## What you are asked to do
What is the number of lines in the entries that contain the word "scale"? Answer with that figure alone.

Saved data entries
***

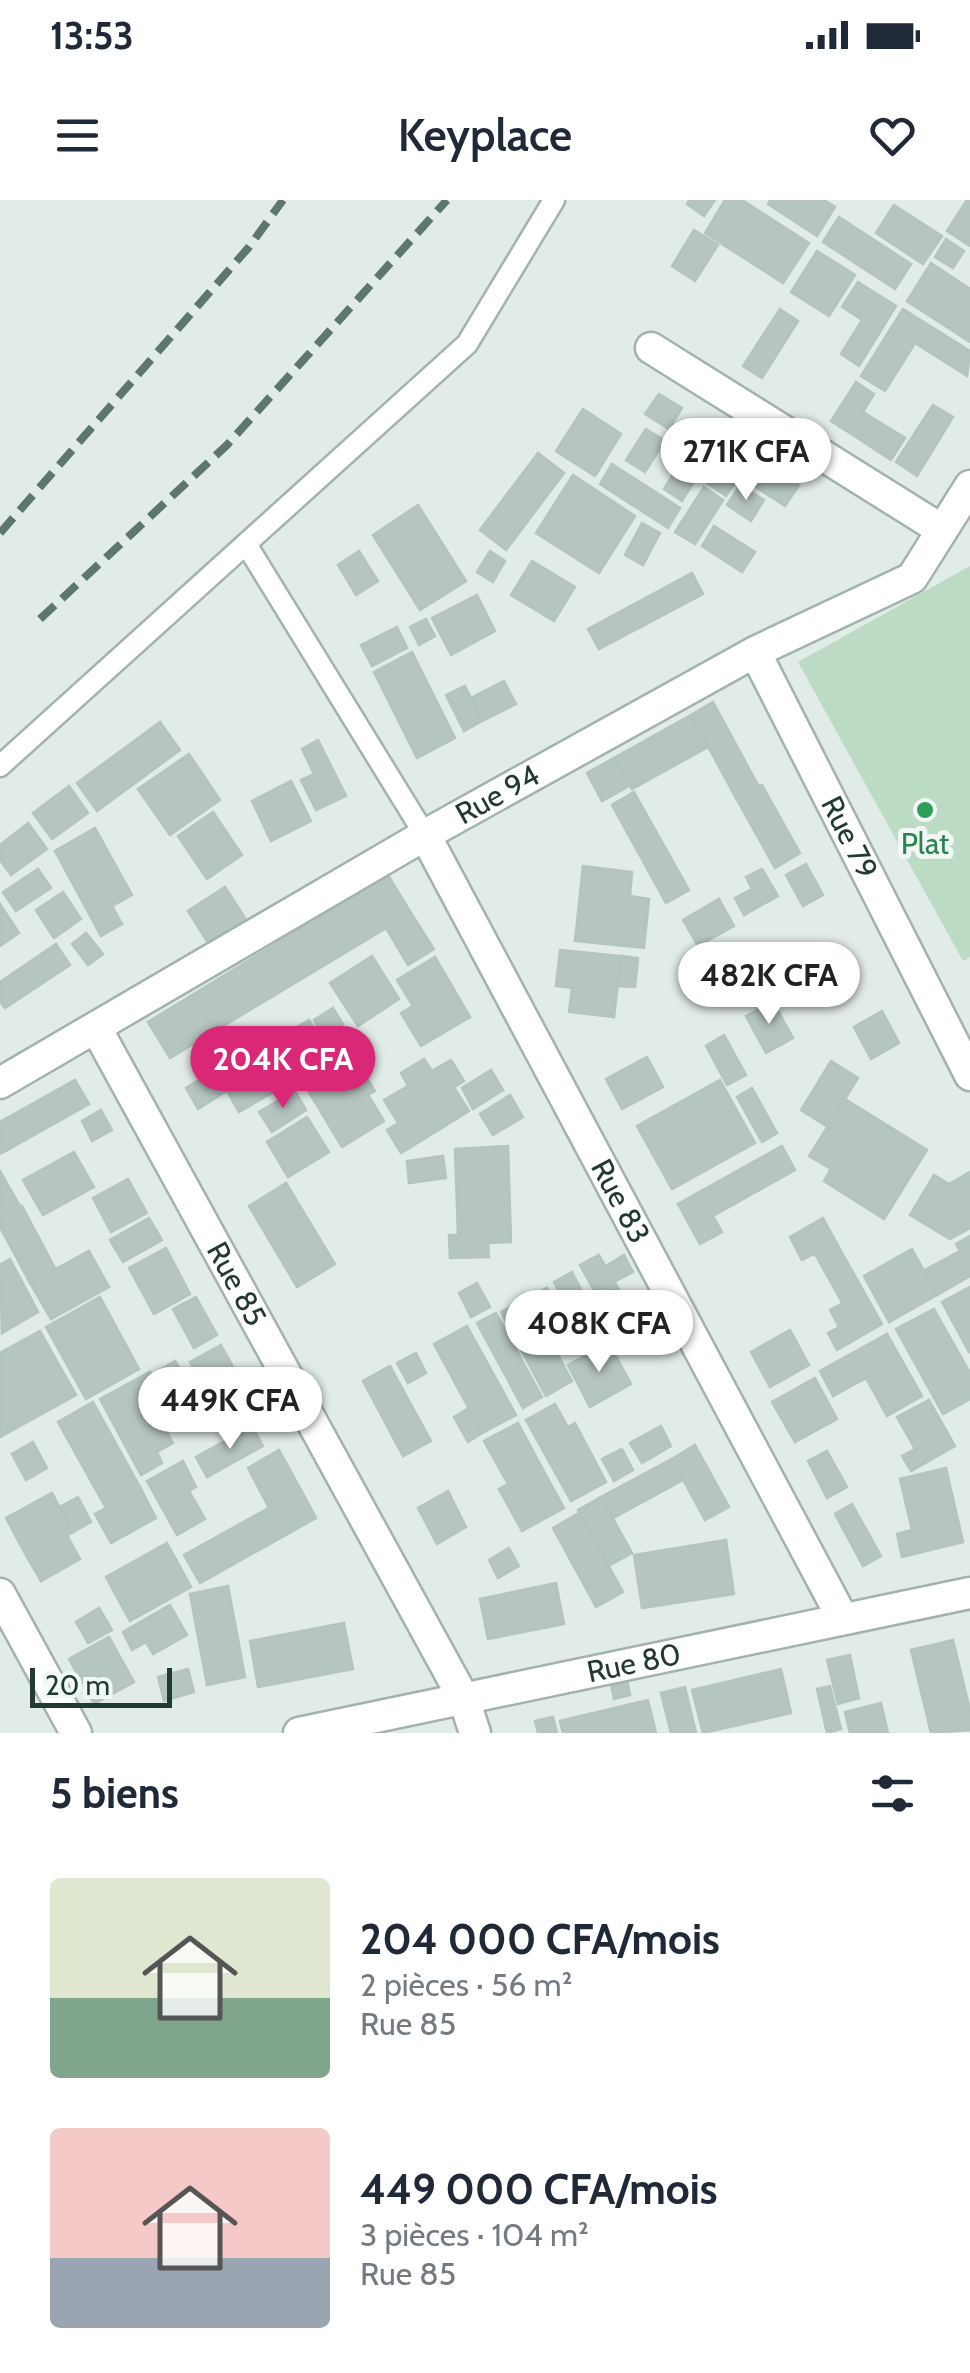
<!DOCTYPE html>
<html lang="fr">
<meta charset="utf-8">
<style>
body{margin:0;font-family:Cabin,sans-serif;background:#f6f6f7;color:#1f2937;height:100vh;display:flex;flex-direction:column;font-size:38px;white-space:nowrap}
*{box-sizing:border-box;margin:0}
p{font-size:32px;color:#747a83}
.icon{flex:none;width:55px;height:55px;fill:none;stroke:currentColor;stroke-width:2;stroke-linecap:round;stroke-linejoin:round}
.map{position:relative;height:1533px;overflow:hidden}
.sheet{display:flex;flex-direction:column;background:#fff;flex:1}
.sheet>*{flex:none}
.scale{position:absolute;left:30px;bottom:25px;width:142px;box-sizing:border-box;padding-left:10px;border:5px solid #223a35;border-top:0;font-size:28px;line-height:35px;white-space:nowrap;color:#223a35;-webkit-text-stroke:8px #f1f7f5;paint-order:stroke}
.price{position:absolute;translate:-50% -85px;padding:0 22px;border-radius:35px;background:#fff;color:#222;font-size:32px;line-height:65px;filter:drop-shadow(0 2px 5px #0008)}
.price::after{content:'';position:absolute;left:50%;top:60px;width:30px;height:22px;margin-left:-15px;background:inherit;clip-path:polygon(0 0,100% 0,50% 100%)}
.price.selected{background:#db2777;color:#fff}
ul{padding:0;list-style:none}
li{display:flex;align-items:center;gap:30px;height:250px;padding:0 50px}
li span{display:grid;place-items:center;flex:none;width:280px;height:200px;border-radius:10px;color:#555}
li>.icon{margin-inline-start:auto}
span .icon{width:120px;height:120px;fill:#fffc;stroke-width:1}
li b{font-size:42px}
h2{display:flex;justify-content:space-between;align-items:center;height:120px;padding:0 50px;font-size:42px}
.status{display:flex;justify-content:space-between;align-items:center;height:70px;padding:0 50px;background:#fff;direction:ltr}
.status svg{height:28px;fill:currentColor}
header{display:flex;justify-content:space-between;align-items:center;height:130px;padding:0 50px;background:#fff;font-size:45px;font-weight:600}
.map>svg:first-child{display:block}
</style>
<div class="status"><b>13:53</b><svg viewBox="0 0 49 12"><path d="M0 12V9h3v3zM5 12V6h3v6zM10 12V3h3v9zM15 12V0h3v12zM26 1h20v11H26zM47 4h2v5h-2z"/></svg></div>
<header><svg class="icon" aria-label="menu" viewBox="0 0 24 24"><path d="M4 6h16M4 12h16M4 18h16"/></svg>Keyplace<svg class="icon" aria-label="heart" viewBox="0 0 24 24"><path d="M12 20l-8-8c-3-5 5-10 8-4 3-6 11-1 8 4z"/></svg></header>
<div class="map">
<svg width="970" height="1533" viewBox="0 0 970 1533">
<rect width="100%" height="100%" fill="#e1ebe7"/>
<path fill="#bbdbc5" d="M970 366V757L963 761 798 462Z"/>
<g fill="#b6c5c0" stroke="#b4c4be" stroke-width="2.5">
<path d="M689 0H715L704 16 687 4Z"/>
<path d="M725 0H742L809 43 783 83 705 33Z"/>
<path d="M770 0H824L835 7 817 36 768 4Z"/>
<path d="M967 0H970V46L947 31Z"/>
<path d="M894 5 942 36 923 64 876 33Z"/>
<path d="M839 17 911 64 895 89 823 42Z"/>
<path d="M694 30 718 45 695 81 672 66Z"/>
<path d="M946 39 964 51 953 68 935 57Z"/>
<path d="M817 51 855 75 829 116 791 92Z"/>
<path d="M931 63 970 89V142L907 101Z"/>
<path d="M858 82 896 106 859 166 841 154 862 120 842 107Z"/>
<path d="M780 109 798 121 762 178 743 166Z"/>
<path d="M903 109 970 151 967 176 915 143 885 191 861 176Z"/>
<path d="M856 182 874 194 850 233 831 221Z"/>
<path d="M659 194 682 208 669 229 645 214Z"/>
<path d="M933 205 953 217 917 276 896 262Z"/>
<path d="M583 209 621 234 595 276 556 251Z"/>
<path d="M863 212 905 238 891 260 850 233Z"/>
<path d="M646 229 665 241 645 272 626 260Z"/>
<path d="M735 244 799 285 785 306 739 276 726 296 708 284Z"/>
<path d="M691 246 709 258 682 301 664 289Z"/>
<path d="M538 253 564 273 506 350 480 330Z"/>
<path d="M612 264 680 308 668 328 600 284Z"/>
<path d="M573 275 635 316 599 373 536 333Z"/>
<path d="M740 285 764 300 751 321 727 305Z"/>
<path d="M704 287 723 300 695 344 675 332Z"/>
<path d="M418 305 466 381 420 410 373 335Z"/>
<path d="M642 323 660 333 643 365 625 355Z"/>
<path d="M714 326 755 352 742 372 702 346Z"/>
<path d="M359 351 378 381 356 395 338 365Z"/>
<path d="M490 351 505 361 493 382 477 372Z"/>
<path d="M532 361 575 387 554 421 511 395Z"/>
<path d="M692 373 703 394 599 449 588 429Z"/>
<path d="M477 395 495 431 451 455 432 418Z"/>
<path d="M426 419 435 436 419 445 410 427Z"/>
<path d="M397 427 407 448 372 466 361 445Z"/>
<path d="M412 452 455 538 417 558 374 472Z"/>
<path d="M504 481 516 504 482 521 471 498Z"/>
<path d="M465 486 482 521 464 531 446 495Z"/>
<path d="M713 502 759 587 736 598 691 515Z"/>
<path d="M691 515 708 547 632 589 614 558Z"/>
<path d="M160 522 180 550 97 611 77 583Z"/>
<path d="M318 540 346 596 316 610 301 580 314 574 302 549Z"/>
<path d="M189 554 220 600 170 635 138 589Z"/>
<path d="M614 558 629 586 602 601 587 573Z"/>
<path d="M291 581 311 621 271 641 252 601Z"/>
<path d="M762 585 800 653 775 668 736 598Z"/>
<path d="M69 586 88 613 52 639 33 613Z"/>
<path d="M634 592 689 690 666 703 612 605Z"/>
<path d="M213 612 242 655 207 679 178 636Z"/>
<path d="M28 623 47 649 11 675 0 660V645Z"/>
<path d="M95 628 132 695 112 706 122 724 101 736 55 651Z"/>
<path d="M806 664 823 695 803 706 786 675Z"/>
<path d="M583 666 632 672 630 696 649 699 644 748 575 741Z"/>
<path d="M38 669 51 688 16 711 3 692Z"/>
<path d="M762 669 778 696 744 715 735 698 752 689 746 677Z"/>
<path d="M388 675 411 713 170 858 148 822Z"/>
<path d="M225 687 245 718 208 743 188 711Z"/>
<path d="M63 692 81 719 54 738 36 710Z"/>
<path d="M719 699 734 726 698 746 683 720Z"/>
<path d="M0 704 19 733 0 746Z"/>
<path d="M411 713 434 749 408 765 386 728Z"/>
<path d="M86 733 103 754 88 765 72 744Z"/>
<path d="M56 744 70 765 5 808 0 801V782Z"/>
<path d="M560 750 621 756 614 817 569 812 572 788 556 786Z"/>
<path d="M372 756 399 799 358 826 330 783Z"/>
<path d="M621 756 638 758 635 787 618 786Z"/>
<path d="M435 757 470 817 421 846 401 813 413 806 397 780Z"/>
<path d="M773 802 793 838 766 853 746 816Z"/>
<path d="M333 808 343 824 323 836 314 820Z"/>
<path d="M882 811 899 843 871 859 854 827Z"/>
<path d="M309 820 323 843 293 861 279 838Z"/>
<path d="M724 835 746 875 727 885 706 846Z"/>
<path d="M269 848 289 883 239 912 228 893 240 885 231 871Z"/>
<path d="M349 849 375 891 368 895 384 921 342 947 301 879Z"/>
<path d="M647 857 663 887 622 909 606 879Z"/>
<path d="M424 859 432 871 451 860 464 881 397 921 384 900 408 886 401 873Z"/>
<path d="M831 861 858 878 828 927 801 910Z"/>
<path d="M222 866 234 886 198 909 186 888Z"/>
<path d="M491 870 503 890 473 909 462 888Z"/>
<path d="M75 880 89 904 0 954V922Z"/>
<path d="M720 880 755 943 672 989 637 926Z"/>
<path d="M752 888 777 933 762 942 737 897Z"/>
<path d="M455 889 469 911 401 953 387 930Z"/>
<path d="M295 891 306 910 272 932 259 912Z"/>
<path d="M510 895 523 917 493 935 480 914Z"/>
<path d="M845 899 927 950 884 1019 824 981 831 969 809 956Z"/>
<path d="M101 910 112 930 92 941 82 921Z"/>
<path d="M307 917 329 952 288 977 267 942Z"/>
<path d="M508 946 511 1042 488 1043 489 1057 450 1058 449 1035H458L455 949Z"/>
<path d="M782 946 795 970 713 1016 722 1032 700 1044 678 1004Z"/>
<path d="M74 952 94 987 43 1015 23 980Z"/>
<path d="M443 956 446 978 409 983 407 961Z"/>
<path d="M0 971 20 1006 0 1017Z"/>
<path d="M970 972V1028L950 1039 910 1015 934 975 949 984Z"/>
<path d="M128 979 147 1013 111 1032 93 998Z"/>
<path d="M286 983 335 1064 297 1087 249 1006Z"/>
<path d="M22 1006 56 1070 30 1083 0 1027V1017Z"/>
<path d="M149 1018 162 1040 123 1062 110 1040Z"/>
<path d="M823 1018 836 1042 802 1060 790 1037Z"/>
<path d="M970 1036V1076L937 1095 923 1071 960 1051 956 1044Z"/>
<path d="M836 1042 864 1092 843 1104 815 1054Z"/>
<path d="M166 1048 190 1094 154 1114 129 1068Z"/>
<path d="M912 1049 937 1095 889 1122 864 1076Z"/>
<path d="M89 1051 109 1087 51 1119 30 1083Z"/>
<path d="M599 1055 629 1107 609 1118 580 1065Z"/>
<path d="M624 1055 633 1072 614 1082 606 1066Z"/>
<path d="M10 1059 38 1112 2 1133 0 1065Z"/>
<path d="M572 1072 584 1095 566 1105 554 1082Z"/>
<path d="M477 1083 490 1107 471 1117 459 1093Z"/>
<path d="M970 1087V1151L969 1152 942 1102Z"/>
<path d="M547 1088 561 1114 549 1121 534 1094Z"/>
<path d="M864 1092 882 1124 837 1150 828 1133 839 1127 830 1110Z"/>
<path d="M100 1097 139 1169 86 1199 46 1127Z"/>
<path d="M196 1097 217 1135 194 1148 173 1109Z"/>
<path d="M527 1098 572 1181 546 1196 501 1112Z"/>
<path d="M934 1109 970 1173V1199L943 1214 896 1129Z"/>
<path d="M496 1113 542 1197 523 1208 477 1123Z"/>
<path d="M467 1126 516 1215 482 1233 434 1144Z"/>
<path d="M790 1130 809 1165 770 1187 751 1152Z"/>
<path d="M40 1131 76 1195 0 1237V1153Z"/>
<path d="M887 1134 922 1196 887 1216 866 1178 833 1196 820 1171Z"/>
<path d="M609 1143 631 1184 590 1207 568 1165Z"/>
<path d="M221 1145 255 1207 224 1223 190 1162Z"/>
<path d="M416 1153 426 1173 408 1183 397 1163Z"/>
<path d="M175 1161 185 1178 166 1189 156 1172Z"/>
<path d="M390 1166 431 1241 403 1256 363 1181Z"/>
<path d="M150 1172 161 1191 148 1198 173 1243 157 1252 162 1263 141 1275 100 1199Z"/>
<path d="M815 1178 837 1219 795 1242 772 1202Z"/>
<path d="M929 1200 955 1246 911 1271 902 1256 915 1249 897 1217Z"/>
<path d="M93 1202 141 1289 106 1308 58 1222Z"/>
<path d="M555 1204 568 1227 575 1223 606 1282 571 1301 526 1220Z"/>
<path d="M469 1208 482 1233 468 1242 454 1217Z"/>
<path d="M518 1223 541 1266 508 1284 484 1241Z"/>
<path d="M252 1226 263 1246 207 1277 196 1257Z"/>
<path d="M661 1226 671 1246 642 1263 630 1243Z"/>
<path d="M33 1242 47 1268 26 1280 12 1254Z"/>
<path d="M695 1245 729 1307 705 1320 672 1259Z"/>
<path d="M622 1249 633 1270 614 1281 602 1259Z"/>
<path d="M279 1250 301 1290 269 1308 248 1268Z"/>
<path d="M827 1251 847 1287 827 1298 808 1261Z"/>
<path d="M672 1259 683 1280 613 1318 601 1297Z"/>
<path d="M183 1261 196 1287 189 1291 205 1319 177 1335 147 1281Z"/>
<path d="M541 1266 564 1308 522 1331 499 1289Z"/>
<path d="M946 1268 963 1342 902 1357 897 1334 912 1330 900 1279Z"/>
<path d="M141 1289 156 1318 111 1343 95 1314Z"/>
<path d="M301 1290 316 1318 200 1383 184 1355Z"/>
<path d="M448 1291 466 1327 437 1344 418 1308Z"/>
<path d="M52 1293 73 1332 27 1357 6 1318Z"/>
<path d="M78 1297 91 1322 73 1332 60 1307Z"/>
<path d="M601 1297 632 1353 608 1366 578 1310Z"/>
<path d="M852 1304 881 1356 863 1366 835 1314Z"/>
<path d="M579 1313 623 1392 596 1407 553 1328Z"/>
<path d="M67 1335 80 1359 41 1381 27 1357Z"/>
<path d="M726 1340 734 1394 642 1408 634 1355Z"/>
<path d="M167 1343 191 1387 130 1421 106 1377Z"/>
<path d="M509 1348 519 1366 498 1378 489 1360Z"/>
<path d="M556 1383 564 1424 488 1439 480 1399Z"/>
<path d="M228 1386 245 1477 207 1485 190 1394Z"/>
<path d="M170 1405 187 1435 153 1454 146 1442 132 1450 123 1432Z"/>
<path d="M99 1408 112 1430 88 1443 76 1422Z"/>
<path d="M344 1423 353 1469 258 1487 250 1441Z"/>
<path d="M109 1437 134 1482 94 1504 69 1459Z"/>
<path d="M953 1440 970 1510V1530L931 1533 911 1450Z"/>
<path d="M850 1455 859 1498 838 1504 827 1460Z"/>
<path d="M188 1469 194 1492 164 1501 158 1477Z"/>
<path d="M781 1469 791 1513 703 1533 692 1490Z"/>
<path d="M627 1480 630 1495 614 1499 611 1484Z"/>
<path d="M830 1486 841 1529 827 1533 817 1489Z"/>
<path d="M685 1487 696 1533H671L661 1493Z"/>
<path d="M648 1500 656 1533H563L560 1521Z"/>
<path d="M881 1503 888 1533H850L845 1512Z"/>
<path d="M553 1517 557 1533H538L535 1521Z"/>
</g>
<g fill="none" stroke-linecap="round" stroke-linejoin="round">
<defs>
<g id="lane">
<path d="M246 344 425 635"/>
<path d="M0 566 467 144 554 0"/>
</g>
<g id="street">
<path d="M651 148 942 330"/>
<path id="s1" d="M755 452 970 875"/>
<path id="s2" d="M425 635 843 1419"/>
<path id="s3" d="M96 828 464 1499 475 1533"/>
<path id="s4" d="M0 883 425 635 755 452 912 378 970 286"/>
<path d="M0 1394 76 1533"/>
<path id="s5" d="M299 1533 970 1393"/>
</g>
</defs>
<use href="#lane" stroke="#a4b2ae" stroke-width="25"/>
<use href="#street" stroke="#a4b2ae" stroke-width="35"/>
<use href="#lane" stroke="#fff" stroke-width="20"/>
<use href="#street" stroke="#fff" stroke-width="30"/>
<g stroke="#5d7670" stroke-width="8" stroke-dasharray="20 10" stroke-linecap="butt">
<path d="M0 333 249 47 283 0"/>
<path d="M40 419 227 245 447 0"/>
</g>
</g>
<circle fill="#2e9e5b" stroke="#f1f7f5" stroke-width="4" cx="925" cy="610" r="10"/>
<g text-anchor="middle" stroke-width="10" stroke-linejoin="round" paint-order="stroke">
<g font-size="30" fill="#223a35" stroke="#f1f7f5">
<text dy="10" stroke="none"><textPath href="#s4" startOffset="575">Rue 94</textPath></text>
<text dy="10" stroke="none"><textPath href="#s1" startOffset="208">Rue 79</textPath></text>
<text dy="10" stroke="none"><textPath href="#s2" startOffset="415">Rue 83</textPath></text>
<text dy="10" stroke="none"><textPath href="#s3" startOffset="292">Rue 85</textPath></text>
<text dy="10" stroke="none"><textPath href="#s5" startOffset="342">Rue 80</textPath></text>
</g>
<g font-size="30" fill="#27864d" stroke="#f1f7f5">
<text x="925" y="654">Plat</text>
</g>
</g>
</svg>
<div class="scale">20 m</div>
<b class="price" style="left:746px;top:303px">271K CFA</b>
<b class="price" style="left:769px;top:827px">482K CFA</b>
<b class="price selected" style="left:283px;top:911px">204K CFA</b>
<b class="price" style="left:599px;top:1175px">408K CFA</b>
<b class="price" style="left:230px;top:1252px">449K CFA</b>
</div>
<section class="sheet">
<h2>5 biens<svg class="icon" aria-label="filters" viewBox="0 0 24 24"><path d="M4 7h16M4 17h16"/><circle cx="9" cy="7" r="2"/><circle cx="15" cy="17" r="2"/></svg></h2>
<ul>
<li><span style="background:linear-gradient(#dfe7d0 60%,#7fa58c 0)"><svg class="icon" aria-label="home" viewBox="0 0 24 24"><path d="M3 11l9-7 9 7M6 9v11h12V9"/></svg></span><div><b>204 000 CFA/mois</b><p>2 pièces · 56 m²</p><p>Rue 85</p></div></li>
<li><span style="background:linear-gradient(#f6c9c9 65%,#9aa5b1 0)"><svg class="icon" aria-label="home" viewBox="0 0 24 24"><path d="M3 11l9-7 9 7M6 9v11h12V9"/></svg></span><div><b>449 000 CFA/mois</b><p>3 pièces · 104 m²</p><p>Rue 85</p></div></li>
</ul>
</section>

***

## Answer space
2